There is no entry for Athens in Ripped Backsides. I find this to be a significant omission on the part of the author. What’s his name? Am I expected to believe they never got lost in Attiki, stumbling as I did on a shop presenting itself as a high street chain in which all the apparently mass-produced clothes were in fact made by the owner who stood at the till with his mother smiling benignly beside him in an armchair? Of course I am not. It is an entirely intentional omission.
On my second trip to Athens the previous year I had decided to take my copy of Twilight of the Idols, a book lent to me by The Professor who was presumably trying to impress me (he did) and which I was now finally reading thirty years later. Returning briefly to the present, someone recently told me about a woman who reads a part of Ripped Backsides every day. Why would they do that I wondered until I began reading it and immediately made the connection with Twilight of the Idols – namely the Maxims and Arrows from which we take the words of aphorism number 8 “What does not kill me makes me stronger” (It sounds better in German: Was mich nicht umbringt, macht mich stärker). RB uses a comparable detournement of a certain self-help vernacular that will hopefully poison its well or at the very least drip LSD into the city’s water system. Afterall as Cabut explains, “the city is the snake’s camouflaged coil”.

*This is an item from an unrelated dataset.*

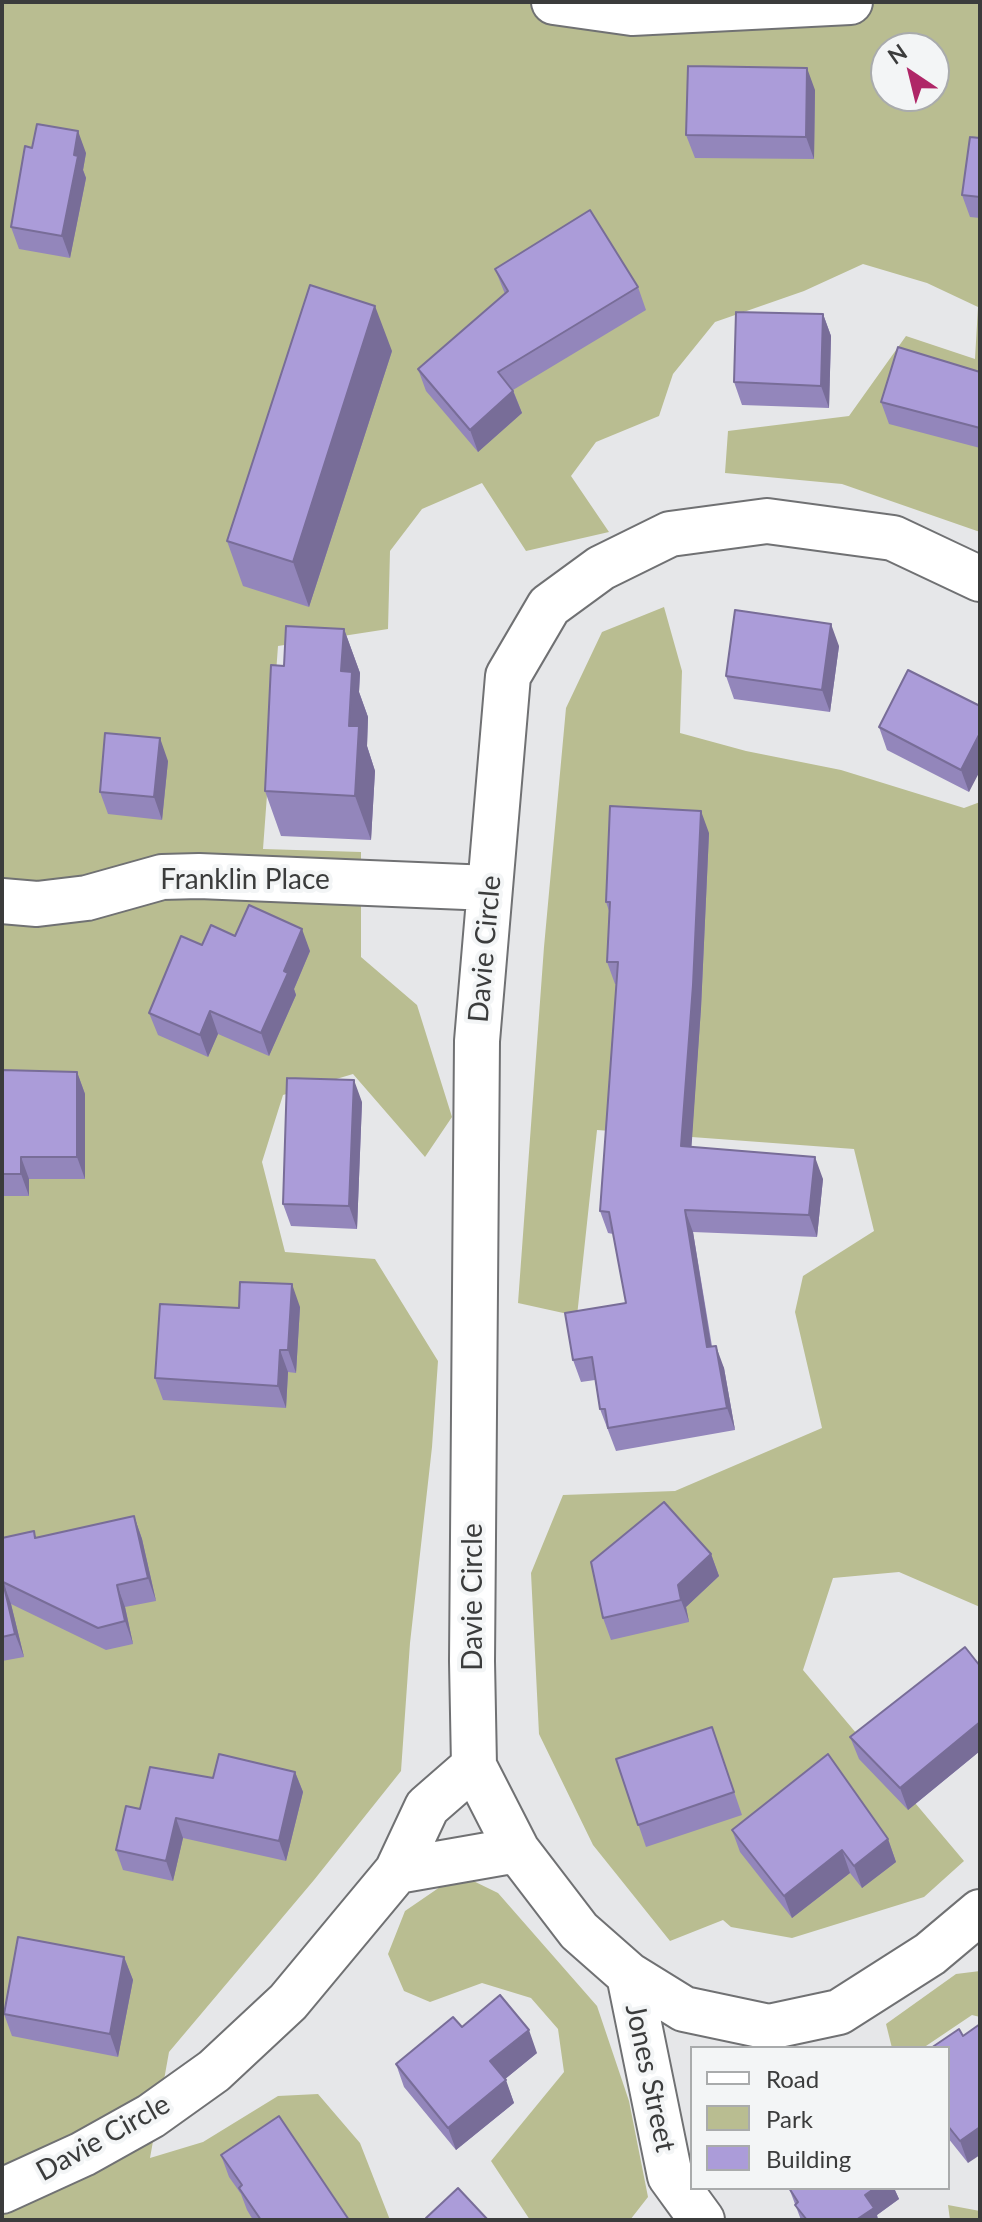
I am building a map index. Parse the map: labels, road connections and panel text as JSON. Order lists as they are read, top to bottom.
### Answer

What is the attraction of existentialism? Asks the writer of Ripped Backsides. To answer this question it might help to return immediately to Nietzsche’s beef with Socrates in Twilight of the Idols. There I was in Athens and suddenly I understood how Socrates needed to die because their introduction of the oppositional thinking baked into the dialectic made life absurdly rational and ushered the dying Lyric civilisation into the void of nothing. I simply had to visit his prison, a short walk up the hill and opposite the acropolis over which dialectical thinkers swarmed like ants. Waking up and smelling the pines on the mount I felt something. It was the resonances of a longing song Socrates sung to himself because he knew he must die. Cabut returns again and again to song (that song?) and their system of delivery prevents their book from straying outside the region of the lyric voice, so that its refrains endure as images instead of dictates. In their defence I always like to remind folk that Socrates consulted clairvoyants and was not selling us a roadmap. Nevertheless, we have taken him at his word and we Believe in the rational, forgetting as the creator of RB suggests that, “The tune never mediates without an image. Imagination is the vernacular of the song. Of the soul, some say.”
Like Cabut (or the Cabut who wrote Ripped Backsides) I too believe that it is the Act of living the life of an auteur that makes me an artist rather than the films I make. That most hyper-modern fuddy-duddy, son of Ramsgate A N Whitehead called this Act of belief in the emergent fiction of living “concrescence”. By curious coincidence the reviewer recently acquired a copy of Rubayait of Omar Khayyam in Ramsgate for ten pence.
Kushim – it is finished
Carl Webb
Omar Khayyam
Tammam Shud
(See also History of Accounting)
Watson and Crick found
A hair in the plaster of my death mask
We get confused by having to have a name. R. Cabut!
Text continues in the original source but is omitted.